While the Beatles are credited with creating the foremost musical change in modern history, I never considered that they changed the very fabric of popular music. Moreover, they shook up an industry that had been churning out manufactured music by stylised acts that used professional songwriters and backing musicians, something akin to what has happened to the current wave of mass-produced music tailored to a marketable structure. The Beatles gave budding musicians a more humanised, grass-roots prototype of the makeup of a band.

Glynn Johns, left, with Emmylou Harris, and Levon Helm. A&M Records, Wikimedia Commons

Both Norman Smith, the Beatles’ first sound engineer, and Glynn Johns, the Beatles’ recording engineer on the Get Back/Let It Be recordings, laboured to change stringent studio techniques to produce live-sounding recordings. Norman Smith dared to move the acoustic panels (gobos) that divided the instruments and vocalists so he could emulate the sound of a live band. He dared to place microphones in positions that were frowned upon by studio executives. The Beatles’ producer George Martin also broke from tradition when he made all the Beatles the focal point, instead of an individual singer backed by the other musicians in the band. Despite Glynn Johns’ persistence at producing live-sounding studio recordings, his mixes were all rejected by the Beatles.

Johns recently strongly criticised modern recording techniques, and he sent shockwaves through the recording industry when he made derogatory comments about SSL mixing consoles, such as those installed at Abbey Road Studios. “I think they’re diabolical. I hate the sound of them; they’re overly complicated, unnecessarily so,” he said.

I hadn’t seen the Let It Be film since I sat in an Auckland picture theatre in 1970, but Peter Jackson’s 2021 Get Back release illustrated that some things hadn’t really changed all that much. The bane of my life has long been themed 60s and 70s parties where people dress like freaks, thinking that’s the way we all dressed back then. The Get Back footage showed that you could walk down the street today with the same hairstyle and the same attire that the Beatles wore in the doco, and you wouldn’t get a second glance. You will also see the same instruments, like Fender amps, Ludwig drums, and Fender and Rickenbacker guitars, used today in recording studios. The control room with its outdated mixing console and tape machines is a bit of a giveaway in the Get Back flick, but Glynn Johns, who has mixed sound and produced groups including the Rolling Stones and Led Zeppelin, maintains that he still uses the same dinosaur mixing consoles and edits analogue recordings on quarter-inch tape at 15 IPS.
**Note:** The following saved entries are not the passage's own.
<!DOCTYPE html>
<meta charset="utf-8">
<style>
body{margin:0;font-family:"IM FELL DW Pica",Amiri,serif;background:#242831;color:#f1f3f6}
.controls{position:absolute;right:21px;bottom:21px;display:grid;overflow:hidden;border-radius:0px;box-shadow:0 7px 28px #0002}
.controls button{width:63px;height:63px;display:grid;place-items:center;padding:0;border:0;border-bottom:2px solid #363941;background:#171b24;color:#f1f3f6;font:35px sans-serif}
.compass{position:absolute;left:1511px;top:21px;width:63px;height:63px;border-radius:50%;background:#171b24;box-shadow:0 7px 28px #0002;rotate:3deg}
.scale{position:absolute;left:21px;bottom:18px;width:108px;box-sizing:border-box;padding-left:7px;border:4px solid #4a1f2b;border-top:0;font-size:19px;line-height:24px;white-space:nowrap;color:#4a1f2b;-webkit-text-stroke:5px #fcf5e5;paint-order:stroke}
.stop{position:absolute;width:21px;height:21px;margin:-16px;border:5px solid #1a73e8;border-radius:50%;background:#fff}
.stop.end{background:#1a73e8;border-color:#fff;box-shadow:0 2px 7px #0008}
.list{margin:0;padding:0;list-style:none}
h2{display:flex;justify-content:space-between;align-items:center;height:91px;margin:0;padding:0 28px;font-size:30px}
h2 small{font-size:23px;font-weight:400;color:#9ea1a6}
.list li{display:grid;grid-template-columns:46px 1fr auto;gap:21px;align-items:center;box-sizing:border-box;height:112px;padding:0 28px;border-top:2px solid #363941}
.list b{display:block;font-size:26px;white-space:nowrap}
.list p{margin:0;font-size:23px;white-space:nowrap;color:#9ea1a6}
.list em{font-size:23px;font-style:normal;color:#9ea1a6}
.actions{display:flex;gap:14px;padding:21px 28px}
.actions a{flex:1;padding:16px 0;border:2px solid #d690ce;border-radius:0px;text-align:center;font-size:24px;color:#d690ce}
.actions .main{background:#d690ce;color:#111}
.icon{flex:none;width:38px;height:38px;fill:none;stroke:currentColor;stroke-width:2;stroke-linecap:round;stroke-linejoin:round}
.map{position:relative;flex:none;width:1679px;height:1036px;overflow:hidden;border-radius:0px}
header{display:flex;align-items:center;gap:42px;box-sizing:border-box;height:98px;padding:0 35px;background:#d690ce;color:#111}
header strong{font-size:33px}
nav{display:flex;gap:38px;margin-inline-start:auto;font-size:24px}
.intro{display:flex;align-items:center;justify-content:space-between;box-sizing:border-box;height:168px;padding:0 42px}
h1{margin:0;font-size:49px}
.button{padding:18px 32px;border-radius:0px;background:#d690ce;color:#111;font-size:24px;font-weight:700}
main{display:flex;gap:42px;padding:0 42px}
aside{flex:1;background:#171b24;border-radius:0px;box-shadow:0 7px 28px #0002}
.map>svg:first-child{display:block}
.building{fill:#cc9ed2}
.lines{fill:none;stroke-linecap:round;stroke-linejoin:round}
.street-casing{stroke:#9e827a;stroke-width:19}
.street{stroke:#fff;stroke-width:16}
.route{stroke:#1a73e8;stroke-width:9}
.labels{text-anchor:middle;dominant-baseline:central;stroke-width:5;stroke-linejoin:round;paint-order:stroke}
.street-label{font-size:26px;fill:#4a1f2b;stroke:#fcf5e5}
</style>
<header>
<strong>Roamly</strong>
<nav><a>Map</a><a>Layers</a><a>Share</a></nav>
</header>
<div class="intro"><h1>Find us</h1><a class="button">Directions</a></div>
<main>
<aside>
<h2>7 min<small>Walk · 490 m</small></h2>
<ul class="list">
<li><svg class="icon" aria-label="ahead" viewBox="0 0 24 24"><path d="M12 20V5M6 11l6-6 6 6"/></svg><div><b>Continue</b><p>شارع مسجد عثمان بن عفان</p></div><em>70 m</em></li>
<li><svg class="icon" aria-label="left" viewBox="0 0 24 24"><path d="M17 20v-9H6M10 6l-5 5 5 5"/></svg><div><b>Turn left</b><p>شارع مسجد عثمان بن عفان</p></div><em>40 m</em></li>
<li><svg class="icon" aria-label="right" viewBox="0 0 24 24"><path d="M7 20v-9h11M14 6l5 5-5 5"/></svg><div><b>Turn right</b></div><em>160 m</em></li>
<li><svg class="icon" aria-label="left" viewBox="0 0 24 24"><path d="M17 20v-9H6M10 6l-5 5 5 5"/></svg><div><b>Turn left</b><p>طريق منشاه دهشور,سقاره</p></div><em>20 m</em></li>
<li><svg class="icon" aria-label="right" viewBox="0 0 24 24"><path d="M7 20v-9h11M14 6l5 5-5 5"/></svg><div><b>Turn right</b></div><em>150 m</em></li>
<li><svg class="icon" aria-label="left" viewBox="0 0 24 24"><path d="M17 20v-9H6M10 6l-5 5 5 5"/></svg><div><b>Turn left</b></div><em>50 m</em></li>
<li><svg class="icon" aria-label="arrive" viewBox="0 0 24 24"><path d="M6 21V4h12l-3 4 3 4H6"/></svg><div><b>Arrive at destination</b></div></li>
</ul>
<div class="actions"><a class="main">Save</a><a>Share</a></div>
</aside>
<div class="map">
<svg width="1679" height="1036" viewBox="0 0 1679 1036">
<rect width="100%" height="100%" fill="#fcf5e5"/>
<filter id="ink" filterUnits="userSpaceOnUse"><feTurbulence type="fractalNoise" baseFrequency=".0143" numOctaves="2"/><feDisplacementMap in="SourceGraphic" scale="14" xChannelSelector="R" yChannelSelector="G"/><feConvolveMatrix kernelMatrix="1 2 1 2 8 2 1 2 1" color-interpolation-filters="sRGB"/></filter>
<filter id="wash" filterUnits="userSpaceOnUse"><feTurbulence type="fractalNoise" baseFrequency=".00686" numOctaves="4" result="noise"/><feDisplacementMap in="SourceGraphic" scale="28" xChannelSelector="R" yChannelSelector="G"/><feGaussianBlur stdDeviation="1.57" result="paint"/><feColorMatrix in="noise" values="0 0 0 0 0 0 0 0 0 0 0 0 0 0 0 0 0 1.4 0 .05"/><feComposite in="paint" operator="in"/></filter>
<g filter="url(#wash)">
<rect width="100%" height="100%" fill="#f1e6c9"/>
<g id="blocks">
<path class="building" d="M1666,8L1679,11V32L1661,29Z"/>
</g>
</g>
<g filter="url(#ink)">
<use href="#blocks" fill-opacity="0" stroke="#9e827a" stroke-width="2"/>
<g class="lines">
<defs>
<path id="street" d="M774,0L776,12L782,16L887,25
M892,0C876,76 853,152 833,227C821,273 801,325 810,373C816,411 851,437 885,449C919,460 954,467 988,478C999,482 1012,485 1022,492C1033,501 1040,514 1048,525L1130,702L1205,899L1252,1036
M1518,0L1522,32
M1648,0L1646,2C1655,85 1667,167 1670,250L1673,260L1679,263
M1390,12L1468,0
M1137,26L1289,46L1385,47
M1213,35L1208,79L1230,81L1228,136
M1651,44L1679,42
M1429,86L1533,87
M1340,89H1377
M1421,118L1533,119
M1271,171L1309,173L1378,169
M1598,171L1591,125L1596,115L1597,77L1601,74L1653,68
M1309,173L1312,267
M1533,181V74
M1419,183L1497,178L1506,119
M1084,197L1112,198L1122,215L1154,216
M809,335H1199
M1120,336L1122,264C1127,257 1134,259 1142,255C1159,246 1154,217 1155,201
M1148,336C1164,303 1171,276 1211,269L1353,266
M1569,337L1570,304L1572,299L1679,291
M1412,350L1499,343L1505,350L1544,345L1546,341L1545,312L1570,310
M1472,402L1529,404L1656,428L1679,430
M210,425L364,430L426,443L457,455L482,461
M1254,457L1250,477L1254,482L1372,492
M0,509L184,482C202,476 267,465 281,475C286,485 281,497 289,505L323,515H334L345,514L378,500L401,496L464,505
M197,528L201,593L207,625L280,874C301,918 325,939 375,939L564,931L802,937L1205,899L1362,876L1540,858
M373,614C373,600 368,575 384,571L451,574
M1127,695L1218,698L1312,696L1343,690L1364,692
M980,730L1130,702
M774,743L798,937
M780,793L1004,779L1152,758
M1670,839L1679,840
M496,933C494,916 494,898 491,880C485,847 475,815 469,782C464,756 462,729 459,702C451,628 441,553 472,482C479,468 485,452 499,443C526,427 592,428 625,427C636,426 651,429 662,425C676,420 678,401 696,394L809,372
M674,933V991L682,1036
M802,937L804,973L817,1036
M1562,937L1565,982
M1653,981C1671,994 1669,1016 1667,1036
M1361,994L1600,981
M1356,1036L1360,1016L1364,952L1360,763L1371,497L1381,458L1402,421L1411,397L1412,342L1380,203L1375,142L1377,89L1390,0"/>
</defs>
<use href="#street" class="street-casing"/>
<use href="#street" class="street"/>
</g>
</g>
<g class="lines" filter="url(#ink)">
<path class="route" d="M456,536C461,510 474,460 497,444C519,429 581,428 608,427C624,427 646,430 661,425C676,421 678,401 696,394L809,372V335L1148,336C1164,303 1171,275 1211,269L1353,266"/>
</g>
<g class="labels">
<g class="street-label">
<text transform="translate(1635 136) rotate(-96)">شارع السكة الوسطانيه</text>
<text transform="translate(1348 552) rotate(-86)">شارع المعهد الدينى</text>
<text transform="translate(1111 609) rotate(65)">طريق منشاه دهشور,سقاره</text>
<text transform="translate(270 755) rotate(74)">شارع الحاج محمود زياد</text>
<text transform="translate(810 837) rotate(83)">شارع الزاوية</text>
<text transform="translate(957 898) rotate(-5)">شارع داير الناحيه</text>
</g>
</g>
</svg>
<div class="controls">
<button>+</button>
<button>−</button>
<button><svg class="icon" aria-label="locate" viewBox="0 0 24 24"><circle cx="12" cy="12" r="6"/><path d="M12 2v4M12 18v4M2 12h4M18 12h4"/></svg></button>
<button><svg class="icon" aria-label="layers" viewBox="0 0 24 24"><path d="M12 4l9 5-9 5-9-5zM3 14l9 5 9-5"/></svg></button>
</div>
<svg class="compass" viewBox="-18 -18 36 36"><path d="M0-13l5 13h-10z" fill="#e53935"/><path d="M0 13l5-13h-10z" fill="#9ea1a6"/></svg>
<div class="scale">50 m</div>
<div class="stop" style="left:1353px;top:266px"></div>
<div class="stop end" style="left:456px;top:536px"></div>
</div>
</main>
Over the years I have embraced some technological changes and rejected others, but have I embraced the digital and AI evolution? Well, I do all my recording on a multichannel DAW via my Yamaha AG06 mixer, which is a little gem. It’s not purely an analogue mixer; it’s a hybrid digital/analogue mixer with high-quality preamps and a USB audio interface.
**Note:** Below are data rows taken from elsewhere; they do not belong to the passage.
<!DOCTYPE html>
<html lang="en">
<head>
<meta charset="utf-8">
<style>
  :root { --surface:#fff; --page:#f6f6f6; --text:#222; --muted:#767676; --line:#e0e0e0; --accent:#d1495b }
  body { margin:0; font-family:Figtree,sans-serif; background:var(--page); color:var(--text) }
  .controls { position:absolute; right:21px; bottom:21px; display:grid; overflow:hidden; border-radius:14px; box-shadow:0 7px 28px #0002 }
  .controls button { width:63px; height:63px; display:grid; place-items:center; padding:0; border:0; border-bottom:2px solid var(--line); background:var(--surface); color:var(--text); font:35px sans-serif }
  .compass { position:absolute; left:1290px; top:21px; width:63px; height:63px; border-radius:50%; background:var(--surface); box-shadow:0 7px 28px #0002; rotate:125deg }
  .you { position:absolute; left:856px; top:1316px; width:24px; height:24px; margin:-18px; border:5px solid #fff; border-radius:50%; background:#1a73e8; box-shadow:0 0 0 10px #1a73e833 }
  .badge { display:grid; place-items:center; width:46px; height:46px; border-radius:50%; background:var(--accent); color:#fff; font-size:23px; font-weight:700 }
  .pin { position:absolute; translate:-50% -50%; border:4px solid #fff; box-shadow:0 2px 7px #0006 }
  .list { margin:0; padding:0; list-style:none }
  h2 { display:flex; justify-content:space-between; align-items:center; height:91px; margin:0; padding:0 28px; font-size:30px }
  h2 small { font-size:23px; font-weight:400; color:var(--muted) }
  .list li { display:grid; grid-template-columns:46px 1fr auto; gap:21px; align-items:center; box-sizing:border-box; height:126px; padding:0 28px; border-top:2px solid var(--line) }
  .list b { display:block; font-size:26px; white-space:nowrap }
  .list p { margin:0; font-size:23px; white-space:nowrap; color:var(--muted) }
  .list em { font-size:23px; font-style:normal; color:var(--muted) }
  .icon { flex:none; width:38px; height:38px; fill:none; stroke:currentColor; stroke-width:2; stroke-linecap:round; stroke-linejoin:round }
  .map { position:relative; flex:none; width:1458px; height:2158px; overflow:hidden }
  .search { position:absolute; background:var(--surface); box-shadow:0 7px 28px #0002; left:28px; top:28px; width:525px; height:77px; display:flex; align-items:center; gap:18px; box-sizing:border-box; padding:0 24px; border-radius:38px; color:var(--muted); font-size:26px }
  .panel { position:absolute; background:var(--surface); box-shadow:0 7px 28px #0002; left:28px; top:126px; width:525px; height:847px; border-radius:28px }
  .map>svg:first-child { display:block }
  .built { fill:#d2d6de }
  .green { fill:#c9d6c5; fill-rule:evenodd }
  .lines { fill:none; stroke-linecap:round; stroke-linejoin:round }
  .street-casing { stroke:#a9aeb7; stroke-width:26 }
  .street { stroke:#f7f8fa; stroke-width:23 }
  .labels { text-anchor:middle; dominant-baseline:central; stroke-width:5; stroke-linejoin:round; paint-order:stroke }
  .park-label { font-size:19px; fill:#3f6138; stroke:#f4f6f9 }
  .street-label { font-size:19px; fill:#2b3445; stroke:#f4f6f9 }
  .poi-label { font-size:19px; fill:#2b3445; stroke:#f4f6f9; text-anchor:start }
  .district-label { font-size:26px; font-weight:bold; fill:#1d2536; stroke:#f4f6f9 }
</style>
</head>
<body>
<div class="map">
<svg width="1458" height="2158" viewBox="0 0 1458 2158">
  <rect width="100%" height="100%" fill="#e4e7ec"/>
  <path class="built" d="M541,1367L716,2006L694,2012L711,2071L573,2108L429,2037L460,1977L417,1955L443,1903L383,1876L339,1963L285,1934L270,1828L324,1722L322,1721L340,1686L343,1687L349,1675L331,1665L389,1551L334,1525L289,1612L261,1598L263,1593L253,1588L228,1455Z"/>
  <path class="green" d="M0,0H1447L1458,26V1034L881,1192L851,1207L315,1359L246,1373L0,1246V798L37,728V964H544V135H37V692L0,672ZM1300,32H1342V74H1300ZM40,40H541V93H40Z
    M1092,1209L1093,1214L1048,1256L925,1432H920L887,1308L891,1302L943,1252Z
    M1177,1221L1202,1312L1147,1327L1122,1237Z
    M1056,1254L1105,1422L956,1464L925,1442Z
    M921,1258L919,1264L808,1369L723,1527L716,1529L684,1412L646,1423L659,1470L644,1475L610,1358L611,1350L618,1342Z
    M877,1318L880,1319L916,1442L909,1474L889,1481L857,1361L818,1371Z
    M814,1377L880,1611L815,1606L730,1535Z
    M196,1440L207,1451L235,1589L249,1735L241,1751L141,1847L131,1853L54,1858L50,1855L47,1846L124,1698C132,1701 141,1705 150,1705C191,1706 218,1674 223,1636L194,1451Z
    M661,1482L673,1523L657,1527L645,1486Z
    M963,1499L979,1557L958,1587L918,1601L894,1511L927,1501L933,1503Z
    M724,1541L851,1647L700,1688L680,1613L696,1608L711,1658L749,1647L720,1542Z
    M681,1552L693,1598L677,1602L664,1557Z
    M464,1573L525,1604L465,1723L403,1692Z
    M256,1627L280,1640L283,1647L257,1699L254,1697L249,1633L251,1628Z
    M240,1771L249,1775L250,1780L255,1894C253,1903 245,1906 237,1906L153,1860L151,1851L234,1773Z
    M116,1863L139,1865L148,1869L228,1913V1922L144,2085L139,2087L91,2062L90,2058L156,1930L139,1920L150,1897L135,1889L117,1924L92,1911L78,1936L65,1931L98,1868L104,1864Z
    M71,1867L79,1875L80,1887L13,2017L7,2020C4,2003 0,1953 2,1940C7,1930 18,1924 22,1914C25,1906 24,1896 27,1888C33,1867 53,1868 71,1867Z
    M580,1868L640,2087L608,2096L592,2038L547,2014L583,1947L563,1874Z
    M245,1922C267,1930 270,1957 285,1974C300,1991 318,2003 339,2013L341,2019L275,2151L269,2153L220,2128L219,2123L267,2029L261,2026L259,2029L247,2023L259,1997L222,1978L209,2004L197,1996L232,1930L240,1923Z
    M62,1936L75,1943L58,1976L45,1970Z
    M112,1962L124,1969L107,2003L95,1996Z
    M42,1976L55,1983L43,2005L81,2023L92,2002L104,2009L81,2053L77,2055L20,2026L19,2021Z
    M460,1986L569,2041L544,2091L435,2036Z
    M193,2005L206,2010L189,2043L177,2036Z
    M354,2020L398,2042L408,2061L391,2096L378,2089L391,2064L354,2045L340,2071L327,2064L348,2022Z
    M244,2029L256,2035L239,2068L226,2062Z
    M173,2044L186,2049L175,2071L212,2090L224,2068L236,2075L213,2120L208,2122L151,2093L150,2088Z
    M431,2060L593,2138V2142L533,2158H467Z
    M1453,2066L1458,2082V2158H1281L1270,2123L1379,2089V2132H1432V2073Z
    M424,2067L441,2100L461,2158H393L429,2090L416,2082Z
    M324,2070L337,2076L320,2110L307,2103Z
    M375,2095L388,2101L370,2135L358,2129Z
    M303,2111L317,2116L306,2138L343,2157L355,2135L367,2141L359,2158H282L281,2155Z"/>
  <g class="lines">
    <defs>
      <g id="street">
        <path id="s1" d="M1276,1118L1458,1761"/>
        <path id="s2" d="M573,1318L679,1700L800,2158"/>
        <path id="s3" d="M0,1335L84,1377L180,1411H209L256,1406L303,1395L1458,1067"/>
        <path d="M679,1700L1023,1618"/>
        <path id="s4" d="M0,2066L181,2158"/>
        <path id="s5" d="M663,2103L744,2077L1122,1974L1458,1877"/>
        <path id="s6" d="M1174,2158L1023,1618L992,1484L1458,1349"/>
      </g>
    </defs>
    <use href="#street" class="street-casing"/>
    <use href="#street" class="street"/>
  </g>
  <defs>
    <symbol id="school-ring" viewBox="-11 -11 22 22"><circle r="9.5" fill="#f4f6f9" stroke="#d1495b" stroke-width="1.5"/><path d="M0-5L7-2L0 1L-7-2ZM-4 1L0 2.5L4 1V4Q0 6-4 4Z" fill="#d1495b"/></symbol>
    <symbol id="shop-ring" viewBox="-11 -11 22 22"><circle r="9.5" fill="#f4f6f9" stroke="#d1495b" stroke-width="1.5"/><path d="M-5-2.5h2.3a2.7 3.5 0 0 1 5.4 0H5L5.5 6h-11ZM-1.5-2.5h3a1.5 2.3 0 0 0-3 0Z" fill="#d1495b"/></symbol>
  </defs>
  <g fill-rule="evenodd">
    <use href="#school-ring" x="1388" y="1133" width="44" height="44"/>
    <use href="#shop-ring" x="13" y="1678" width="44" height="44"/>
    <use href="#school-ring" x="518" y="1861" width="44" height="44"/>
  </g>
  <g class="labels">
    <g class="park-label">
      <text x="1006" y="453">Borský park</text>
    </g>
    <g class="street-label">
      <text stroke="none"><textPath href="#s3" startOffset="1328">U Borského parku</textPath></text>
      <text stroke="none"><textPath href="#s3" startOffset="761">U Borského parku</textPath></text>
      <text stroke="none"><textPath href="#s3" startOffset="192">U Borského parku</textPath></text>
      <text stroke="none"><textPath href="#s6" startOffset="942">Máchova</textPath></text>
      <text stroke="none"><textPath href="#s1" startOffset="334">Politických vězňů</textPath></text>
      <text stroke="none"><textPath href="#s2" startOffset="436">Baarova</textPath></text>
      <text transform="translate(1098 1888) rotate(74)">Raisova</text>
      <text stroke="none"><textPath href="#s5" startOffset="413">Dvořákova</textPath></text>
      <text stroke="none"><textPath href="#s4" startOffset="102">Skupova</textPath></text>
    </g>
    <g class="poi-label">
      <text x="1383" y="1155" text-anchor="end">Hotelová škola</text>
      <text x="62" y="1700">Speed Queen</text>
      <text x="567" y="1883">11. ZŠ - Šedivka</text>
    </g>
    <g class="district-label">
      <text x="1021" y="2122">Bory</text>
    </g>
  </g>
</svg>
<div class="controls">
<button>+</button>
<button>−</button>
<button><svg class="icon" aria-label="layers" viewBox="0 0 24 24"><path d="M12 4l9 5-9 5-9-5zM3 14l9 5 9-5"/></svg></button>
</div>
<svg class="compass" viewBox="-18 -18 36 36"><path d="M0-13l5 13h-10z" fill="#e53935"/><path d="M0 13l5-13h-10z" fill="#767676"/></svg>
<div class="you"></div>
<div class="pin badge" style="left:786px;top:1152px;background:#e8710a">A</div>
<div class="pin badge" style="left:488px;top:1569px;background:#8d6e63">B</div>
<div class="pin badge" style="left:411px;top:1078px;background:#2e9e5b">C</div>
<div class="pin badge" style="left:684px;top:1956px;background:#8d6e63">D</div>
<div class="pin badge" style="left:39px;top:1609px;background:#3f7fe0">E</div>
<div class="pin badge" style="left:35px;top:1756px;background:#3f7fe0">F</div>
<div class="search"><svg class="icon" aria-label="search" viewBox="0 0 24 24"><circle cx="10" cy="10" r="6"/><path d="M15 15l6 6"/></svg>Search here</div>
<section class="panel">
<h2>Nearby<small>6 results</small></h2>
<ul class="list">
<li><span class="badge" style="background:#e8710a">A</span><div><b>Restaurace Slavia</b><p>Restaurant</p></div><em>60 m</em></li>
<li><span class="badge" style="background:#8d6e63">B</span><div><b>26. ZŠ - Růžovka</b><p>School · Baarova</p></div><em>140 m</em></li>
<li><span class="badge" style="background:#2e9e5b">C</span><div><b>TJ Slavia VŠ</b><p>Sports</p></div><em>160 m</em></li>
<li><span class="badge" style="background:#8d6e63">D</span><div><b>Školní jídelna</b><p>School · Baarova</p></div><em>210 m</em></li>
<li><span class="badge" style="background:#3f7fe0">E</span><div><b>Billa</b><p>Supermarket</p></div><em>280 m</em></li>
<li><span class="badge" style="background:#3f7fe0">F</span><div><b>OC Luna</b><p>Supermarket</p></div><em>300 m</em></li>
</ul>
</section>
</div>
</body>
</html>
I use a digital NLE (non linear editor) for my videos, and I have a Veo 3 subscription to generate AI video clips to give some of my old songs a new lease of life.

One of the main reasons I transitioned from PA hire to installation and entertainment management in the mid-80s was to avoid the heavy lugging (and, of course, the unruly drunken punters). It makes sense to have powered composite speaker enclosures rather than lugging heavy amp racks and monstrous bins up several flights of stairs in venues that don’t have elevators. But apart from that, if I get the chance to mix my son’s future band in a live venue, I’ll most certainly go with my existing analogue mixer and other equipment that hasn’t changed all that much in the past 30 years.

But would it make sense to regress to inferior antiquated equipment? I’d rather be a goat herder in Siberia than go back to tape for recording, and how far back would I go to embrace an antiquated analogue mixing console? The answer is, not too far because there have been major improvements in microphone pre-amplifiers and EQ. We all loved Jands equipment in the 70s and 80s, and the company has transitioned into a distributor of high-end audio, video, and lighting technologies. But that doesn’t mean I’m out scouting for another of my once-owned 1978 Jands 12-channel JM5 mixing consoles.